BEGIN

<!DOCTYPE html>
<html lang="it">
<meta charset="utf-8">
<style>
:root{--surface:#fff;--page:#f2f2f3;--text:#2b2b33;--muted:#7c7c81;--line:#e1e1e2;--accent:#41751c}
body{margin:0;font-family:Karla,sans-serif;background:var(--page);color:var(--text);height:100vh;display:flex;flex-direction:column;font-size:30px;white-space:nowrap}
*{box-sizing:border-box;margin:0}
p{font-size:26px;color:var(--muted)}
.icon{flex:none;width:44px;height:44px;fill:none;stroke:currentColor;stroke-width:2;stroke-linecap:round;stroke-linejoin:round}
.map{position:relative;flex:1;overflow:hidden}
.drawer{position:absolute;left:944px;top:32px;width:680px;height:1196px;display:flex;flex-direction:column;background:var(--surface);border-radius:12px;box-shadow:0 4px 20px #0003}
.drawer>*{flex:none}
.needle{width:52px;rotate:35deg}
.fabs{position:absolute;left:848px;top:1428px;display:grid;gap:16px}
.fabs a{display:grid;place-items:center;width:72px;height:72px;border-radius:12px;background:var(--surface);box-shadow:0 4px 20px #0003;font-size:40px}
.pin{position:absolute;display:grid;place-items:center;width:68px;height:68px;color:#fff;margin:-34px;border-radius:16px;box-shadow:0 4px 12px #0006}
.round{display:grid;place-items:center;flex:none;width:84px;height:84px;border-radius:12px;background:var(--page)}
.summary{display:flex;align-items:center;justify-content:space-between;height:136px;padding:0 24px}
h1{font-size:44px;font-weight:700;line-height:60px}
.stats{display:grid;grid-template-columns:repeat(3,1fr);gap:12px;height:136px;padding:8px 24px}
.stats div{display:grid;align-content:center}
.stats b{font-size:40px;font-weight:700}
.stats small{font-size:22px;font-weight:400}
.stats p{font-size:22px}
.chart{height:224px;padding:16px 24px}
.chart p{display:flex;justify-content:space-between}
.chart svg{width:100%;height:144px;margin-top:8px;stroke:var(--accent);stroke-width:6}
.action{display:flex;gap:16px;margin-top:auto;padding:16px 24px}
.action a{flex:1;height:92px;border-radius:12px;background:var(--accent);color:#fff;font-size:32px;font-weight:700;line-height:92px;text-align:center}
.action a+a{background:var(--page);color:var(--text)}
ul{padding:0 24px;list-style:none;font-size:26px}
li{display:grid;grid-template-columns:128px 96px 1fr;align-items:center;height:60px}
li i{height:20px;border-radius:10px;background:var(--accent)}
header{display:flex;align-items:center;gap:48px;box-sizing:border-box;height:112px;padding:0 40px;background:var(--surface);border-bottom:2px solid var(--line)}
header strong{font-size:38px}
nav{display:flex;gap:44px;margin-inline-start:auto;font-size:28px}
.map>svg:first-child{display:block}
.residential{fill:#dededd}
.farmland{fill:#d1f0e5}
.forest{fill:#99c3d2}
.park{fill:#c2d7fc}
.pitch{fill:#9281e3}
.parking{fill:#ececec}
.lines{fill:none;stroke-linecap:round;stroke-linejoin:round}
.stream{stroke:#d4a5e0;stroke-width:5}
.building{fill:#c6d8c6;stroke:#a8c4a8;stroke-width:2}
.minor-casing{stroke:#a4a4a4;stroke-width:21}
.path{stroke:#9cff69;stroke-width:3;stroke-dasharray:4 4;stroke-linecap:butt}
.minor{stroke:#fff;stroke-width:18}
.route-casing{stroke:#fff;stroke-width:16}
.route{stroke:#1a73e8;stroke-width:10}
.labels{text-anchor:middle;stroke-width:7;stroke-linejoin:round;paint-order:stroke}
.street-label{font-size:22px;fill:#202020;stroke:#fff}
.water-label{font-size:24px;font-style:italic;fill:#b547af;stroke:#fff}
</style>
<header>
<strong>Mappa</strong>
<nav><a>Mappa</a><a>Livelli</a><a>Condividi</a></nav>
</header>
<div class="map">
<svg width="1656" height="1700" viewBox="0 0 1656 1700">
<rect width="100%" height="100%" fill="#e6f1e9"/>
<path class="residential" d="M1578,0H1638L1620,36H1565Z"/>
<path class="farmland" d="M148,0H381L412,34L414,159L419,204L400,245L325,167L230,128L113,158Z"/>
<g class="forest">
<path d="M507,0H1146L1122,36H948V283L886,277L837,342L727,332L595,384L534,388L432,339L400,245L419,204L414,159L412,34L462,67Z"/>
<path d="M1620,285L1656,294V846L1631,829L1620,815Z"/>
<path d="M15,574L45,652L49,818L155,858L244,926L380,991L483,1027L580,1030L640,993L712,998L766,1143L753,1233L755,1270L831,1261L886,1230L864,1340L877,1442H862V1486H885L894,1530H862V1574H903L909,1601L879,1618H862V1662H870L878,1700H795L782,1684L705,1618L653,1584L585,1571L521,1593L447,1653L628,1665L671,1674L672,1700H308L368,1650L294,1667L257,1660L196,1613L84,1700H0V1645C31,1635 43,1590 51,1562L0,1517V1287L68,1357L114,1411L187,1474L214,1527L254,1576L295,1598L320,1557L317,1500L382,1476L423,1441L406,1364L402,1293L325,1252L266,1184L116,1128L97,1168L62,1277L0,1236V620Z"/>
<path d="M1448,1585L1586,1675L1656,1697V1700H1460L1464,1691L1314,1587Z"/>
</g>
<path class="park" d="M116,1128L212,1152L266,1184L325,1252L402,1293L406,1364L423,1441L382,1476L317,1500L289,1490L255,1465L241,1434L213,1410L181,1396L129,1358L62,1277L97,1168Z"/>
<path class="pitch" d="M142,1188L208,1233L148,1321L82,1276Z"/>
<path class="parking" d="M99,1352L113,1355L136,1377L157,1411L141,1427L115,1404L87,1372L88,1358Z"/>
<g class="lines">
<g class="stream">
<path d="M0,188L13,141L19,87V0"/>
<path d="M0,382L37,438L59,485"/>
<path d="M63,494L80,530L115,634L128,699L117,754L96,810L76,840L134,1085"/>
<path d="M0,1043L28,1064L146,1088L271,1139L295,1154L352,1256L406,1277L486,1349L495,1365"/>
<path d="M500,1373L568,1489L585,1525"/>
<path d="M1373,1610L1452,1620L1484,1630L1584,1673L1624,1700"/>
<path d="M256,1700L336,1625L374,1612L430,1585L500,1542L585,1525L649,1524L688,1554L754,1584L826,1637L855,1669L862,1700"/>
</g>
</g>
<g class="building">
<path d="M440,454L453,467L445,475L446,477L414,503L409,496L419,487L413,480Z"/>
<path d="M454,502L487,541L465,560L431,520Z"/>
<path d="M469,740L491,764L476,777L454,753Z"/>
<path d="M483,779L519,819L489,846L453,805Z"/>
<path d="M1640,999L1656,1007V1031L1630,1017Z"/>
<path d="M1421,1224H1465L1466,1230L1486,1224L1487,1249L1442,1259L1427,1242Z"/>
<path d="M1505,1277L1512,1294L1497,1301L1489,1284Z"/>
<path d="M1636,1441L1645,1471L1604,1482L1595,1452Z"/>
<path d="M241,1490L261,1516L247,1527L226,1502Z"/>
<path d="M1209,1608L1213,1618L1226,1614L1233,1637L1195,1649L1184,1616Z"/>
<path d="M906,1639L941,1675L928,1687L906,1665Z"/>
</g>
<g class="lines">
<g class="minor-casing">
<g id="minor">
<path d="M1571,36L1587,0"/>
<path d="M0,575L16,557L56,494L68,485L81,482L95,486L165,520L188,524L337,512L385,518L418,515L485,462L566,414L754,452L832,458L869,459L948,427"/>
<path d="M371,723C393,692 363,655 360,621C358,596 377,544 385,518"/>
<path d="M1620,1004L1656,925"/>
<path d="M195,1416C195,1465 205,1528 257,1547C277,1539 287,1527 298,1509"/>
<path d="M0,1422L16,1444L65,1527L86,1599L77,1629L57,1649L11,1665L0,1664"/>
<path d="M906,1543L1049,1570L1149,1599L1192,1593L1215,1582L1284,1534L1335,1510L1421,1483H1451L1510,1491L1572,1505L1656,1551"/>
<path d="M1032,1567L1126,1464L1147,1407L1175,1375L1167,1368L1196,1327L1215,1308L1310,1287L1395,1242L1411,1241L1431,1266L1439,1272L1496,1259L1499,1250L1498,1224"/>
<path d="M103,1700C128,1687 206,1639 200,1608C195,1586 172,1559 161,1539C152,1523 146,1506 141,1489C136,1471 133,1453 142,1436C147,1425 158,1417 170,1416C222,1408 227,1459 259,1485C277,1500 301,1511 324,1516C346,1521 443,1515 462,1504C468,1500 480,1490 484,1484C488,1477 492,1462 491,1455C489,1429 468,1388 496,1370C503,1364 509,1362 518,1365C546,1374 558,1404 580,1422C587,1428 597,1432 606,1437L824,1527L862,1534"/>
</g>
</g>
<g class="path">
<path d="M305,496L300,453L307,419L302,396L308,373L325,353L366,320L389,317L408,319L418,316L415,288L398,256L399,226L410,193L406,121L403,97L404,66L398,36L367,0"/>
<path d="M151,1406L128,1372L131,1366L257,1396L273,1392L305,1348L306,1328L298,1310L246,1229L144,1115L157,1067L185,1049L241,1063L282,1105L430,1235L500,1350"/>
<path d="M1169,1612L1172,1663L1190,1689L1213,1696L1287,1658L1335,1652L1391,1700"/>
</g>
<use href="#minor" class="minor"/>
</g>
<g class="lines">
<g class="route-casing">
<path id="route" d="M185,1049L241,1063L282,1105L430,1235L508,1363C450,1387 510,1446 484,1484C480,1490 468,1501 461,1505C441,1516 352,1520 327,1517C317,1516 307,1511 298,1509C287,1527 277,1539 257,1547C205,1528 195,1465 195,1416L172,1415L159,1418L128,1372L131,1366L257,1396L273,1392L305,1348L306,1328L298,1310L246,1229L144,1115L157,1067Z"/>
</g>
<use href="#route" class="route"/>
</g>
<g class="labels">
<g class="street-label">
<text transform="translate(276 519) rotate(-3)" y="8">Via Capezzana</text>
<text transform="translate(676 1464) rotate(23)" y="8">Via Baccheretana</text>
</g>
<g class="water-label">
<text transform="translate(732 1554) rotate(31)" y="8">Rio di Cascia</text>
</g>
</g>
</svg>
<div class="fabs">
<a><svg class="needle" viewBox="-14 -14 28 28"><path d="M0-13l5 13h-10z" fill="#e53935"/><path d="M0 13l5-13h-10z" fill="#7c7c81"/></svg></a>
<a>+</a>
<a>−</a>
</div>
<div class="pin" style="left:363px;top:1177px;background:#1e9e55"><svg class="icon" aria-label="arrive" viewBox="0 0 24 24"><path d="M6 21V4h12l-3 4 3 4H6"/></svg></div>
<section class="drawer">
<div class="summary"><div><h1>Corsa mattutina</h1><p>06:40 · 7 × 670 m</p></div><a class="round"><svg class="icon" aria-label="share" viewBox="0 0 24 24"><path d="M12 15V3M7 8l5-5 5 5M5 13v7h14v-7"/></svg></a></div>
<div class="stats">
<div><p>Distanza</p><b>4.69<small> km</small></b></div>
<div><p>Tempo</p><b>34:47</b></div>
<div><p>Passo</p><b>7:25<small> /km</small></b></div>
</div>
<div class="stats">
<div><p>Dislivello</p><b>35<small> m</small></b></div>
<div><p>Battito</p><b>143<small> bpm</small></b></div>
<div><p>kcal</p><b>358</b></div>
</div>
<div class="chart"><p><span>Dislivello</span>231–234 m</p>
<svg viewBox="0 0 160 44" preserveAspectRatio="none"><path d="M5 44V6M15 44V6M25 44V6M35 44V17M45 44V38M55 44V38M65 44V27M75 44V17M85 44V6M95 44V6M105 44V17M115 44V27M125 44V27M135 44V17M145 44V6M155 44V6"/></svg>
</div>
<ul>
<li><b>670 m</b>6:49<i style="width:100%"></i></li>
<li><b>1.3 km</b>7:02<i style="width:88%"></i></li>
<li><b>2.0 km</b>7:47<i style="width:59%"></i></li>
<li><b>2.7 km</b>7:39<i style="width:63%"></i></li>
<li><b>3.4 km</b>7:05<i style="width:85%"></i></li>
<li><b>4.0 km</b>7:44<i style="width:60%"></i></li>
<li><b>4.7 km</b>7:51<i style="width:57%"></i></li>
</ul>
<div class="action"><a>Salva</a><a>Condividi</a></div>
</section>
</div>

END

WHAT YOU ARE ASKED TO DO: Pull every line containing "Dislivello" from the data.

SOLUTION TO THIS TASK:
<div><p>Dislivello</p><b>35<small> m</small></b></div>
<div class="chart"><p><span>Dislivello</span>231–234 m</p>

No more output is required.